TLB has two primary components.
  • A Server : that stores and allows querying of test data (test times/test results etc)
  • A Balancer : that partitions and re-orders suite of tests, given a server url
The Server is a repository of test run data. It stores historical test run data (test times and test result as of now) that is posted by balancer(s) and allows balancer(s) to pull the same for future builds, to figure out what tests to run on a partition and what way to order them as shown in Figure 1.

However, the word Server here must not be confused with a Build/Continuous Integration(CI) server that usually schedules builds, assigns task to different machines from the worker-machine grid etc. All of those is the responsibility of a Build/CI Server. Server in the context of TLB is a very simple data white-board that is used by Balancers only to download and upload test data when the test-target of the build executes.

TLB supports two server configurations out of the box. Look at the implementations of the server for more details.

This is where the real action is. The Balancer can be setup in the build script such that it gets a callback before test-runner assumes control and has a listener registered with the given Test Runner. Please check out Example Configurations to understand how this hookup manifests in terms of build-file configurations(its only a few lines).

Just before the tests start running, Balancer gets a call back from the build-tool with the list of all the tests that are to be executed. It prunes this list, reorders it(if need be) and passes on that smaller subset of tests to the Test Runner. When test execution finishes, test-runners typically notify listeners. Using this notification mechanism, the Balancer records the data it cares about and posts this data back to the server.

For instance: the Ant JUnit support uses Ant FileSets(Build) and JUnit task(Test Runner). This task obtains historical test data from the TLB Server and uses that data to split and order tests. The pruned list is then handed over to JUnit. JUnit in turn provides call back on test completion with time the test took(test-time) and outcome of the test(test-result). This data is then posted back to the Server, where it is stored to be downloaded during future runs.

The Balancer has 2 aspects to it. Splitter and Orderer. Check out the Balancer Components to understand them in greater depth. We strongly recommend reading about the Balancer components as they are core to what TLB does.

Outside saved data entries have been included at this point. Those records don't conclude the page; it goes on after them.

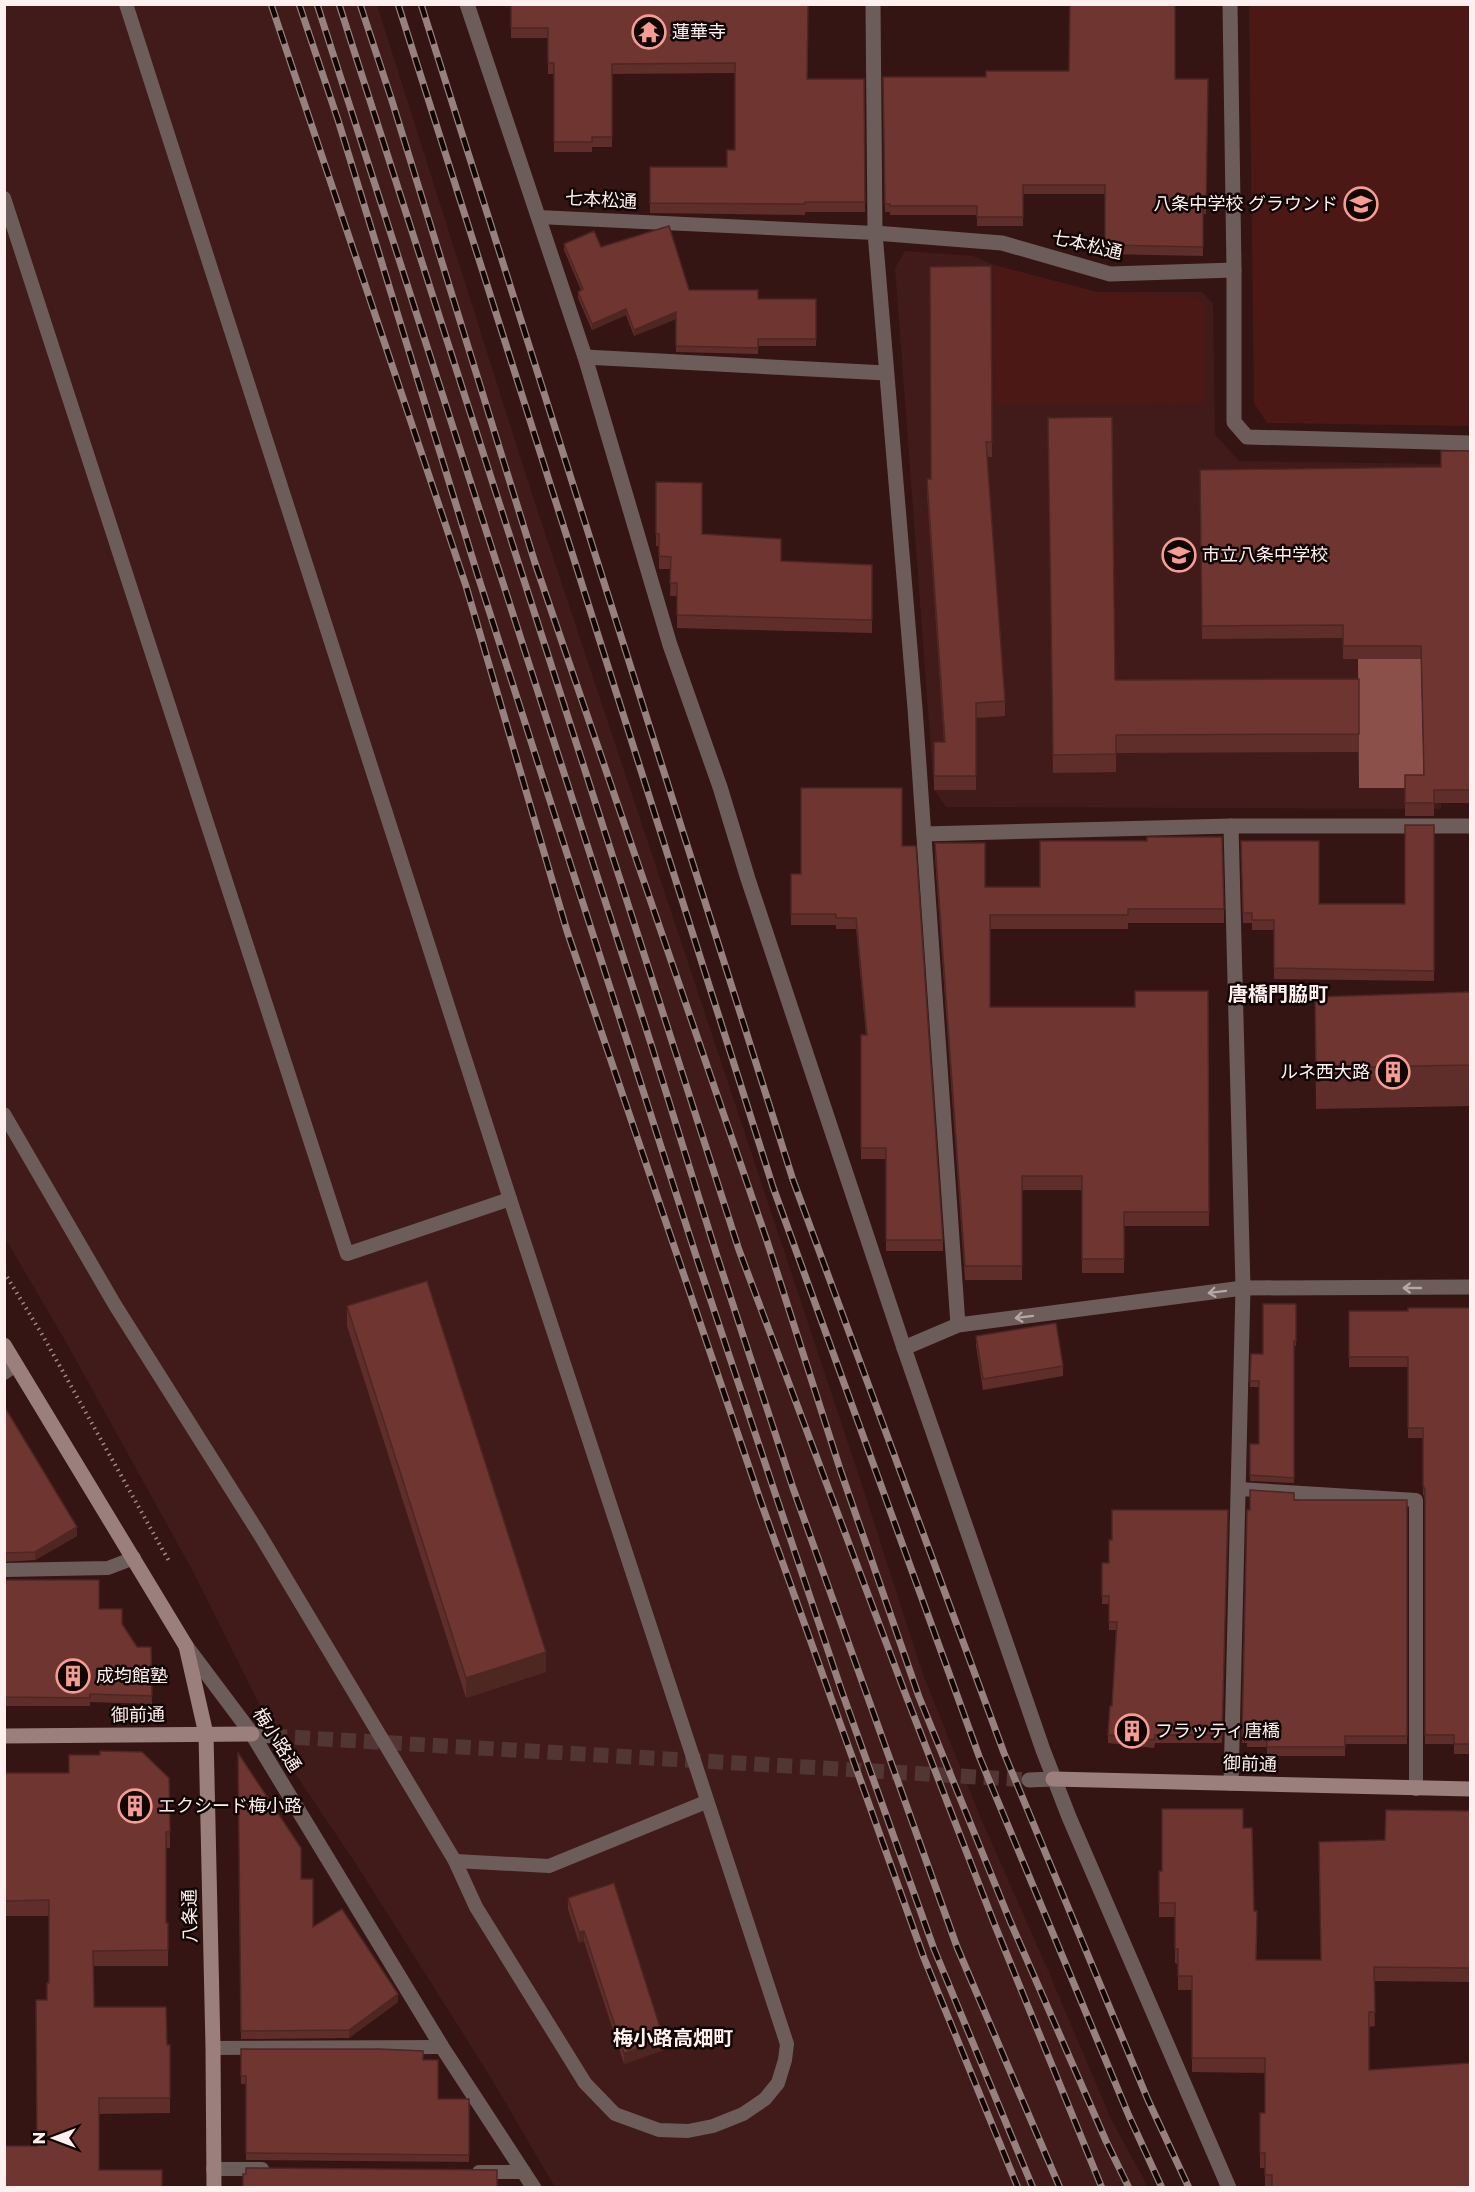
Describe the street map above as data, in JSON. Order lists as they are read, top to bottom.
{
  "streets": {
    "street": [
      "七本松通",
      "御前通",
      "梅小路通",
      "八条通"
    ]
  },
  "crossings": [
    ["御前通", "梅小路通"],
    ["御前通", "八条通"],
    ["梅小路通", "八条通"]
  ],
  "districts": ["唐橋門脇町", "梅小路高畑町"],
  "places": {
    "temple": ["蓮華寺"],
    "school or university": ["八条中学校 グラウンド", "市立八条中学校"],
    "building": [
      "ルネ西大路",
      "成均館塾",
      "フラッティ唐橋",
      "エクシード梅小路"
    ]
  },
  "north": "left"
}
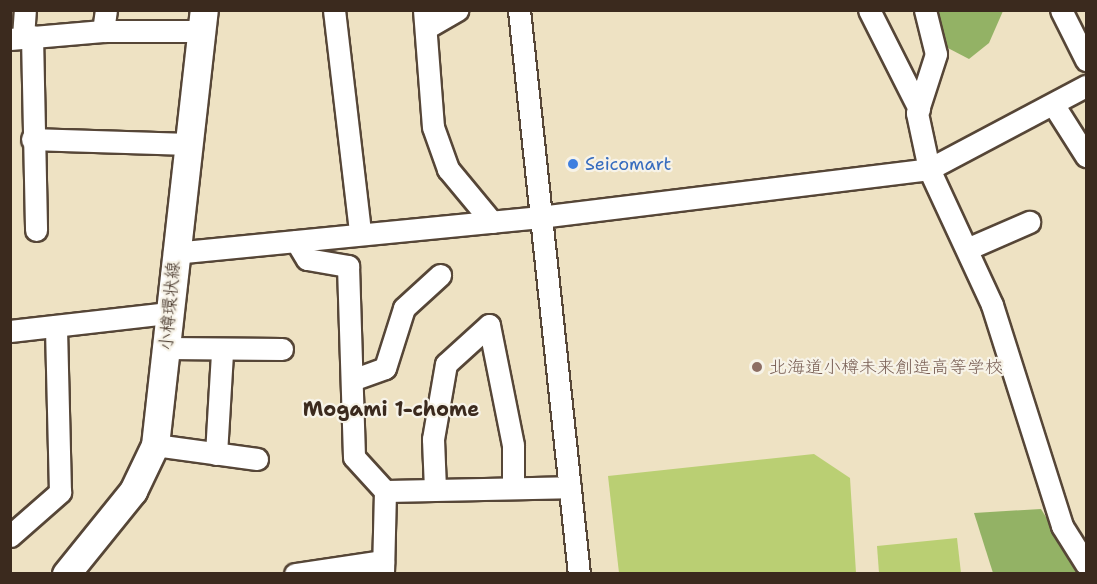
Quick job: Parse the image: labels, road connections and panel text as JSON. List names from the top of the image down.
{
  "streets": {
    "main road": ["小樽環状線"]
  },
  "districts": ["Mogami 1-chome"],
  "places": ["Seicomart", "北海道小樽未来創造高等学校"]
}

Apart from the 2 components, there is a 3rd concept in TLB called Job

Job

Job represents work that needs to be parallelized using TLB. For example, executing all the unit tests of a project "Foo" is a job as it is work that can be parallized.

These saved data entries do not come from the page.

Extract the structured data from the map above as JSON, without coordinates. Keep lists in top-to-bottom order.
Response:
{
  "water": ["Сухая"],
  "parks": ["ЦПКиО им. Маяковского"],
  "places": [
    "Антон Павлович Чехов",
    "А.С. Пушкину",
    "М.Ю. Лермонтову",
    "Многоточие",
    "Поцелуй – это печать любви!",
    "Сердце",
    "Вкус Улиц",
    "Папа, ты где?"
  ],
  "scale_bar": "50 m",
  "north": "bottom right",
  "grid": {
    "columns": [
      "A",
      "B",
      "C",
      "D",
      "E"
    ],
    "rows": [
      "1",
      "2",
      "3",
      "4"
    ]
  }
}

In TLB, a Job has 2 attributes:

  • Job Name

    This uniquely identifies a job in TLB. TLB uses this to store all test data for a given job. In the above example, "Foo-unit-tests" could be set as the name of the job. Then TLB stores all the test run time, failure status etc for the task of running the unit tests parallely under the name "Foo-iunit-tests".

  • Job Version

    Typically, more than one instance of the same job can be running simultaneously and TLB needs to give the right partitions to the right instances. Builds 10 and 11 can be running simultaneously with 2 parititions each for example. In this case TLB should not end up using the data posted by build 11 (if it finished faster) to compute partition information for 10. Nor should TLB use the information posted by partition 1 of build 10 in partition 2 of build 10. Consider the following example:

    Lets say we have 3 partitions - partitions A, B and C. A may have started running tests and may have already reported result and time for a few tests by the time B and C start. Now, lets say B and C want to TimeBalance and hence want data from the server. However, B and C must balance based on the exact same data that A started out with and not the updated data, which has feedback from A. This means, if a new time data is available of a test from A, that should be used in balancing on B. By doing this, we may end up reruning the same test on B as it is faster. This is vital for the mutual exclusion and collective exhaustion principle that TLB follows.

    To solve this problem, TLB has a concept of versioning. When A starts running, it posts the TlbServer a version string against which the server stores a snapshot of data thats relevant for the corresponding TLB_JOB_NAME. When B or C queries data using the same version, they get the same data that A got. This ensures that all partitions see the same data, in-spite of server receiving new data continuously.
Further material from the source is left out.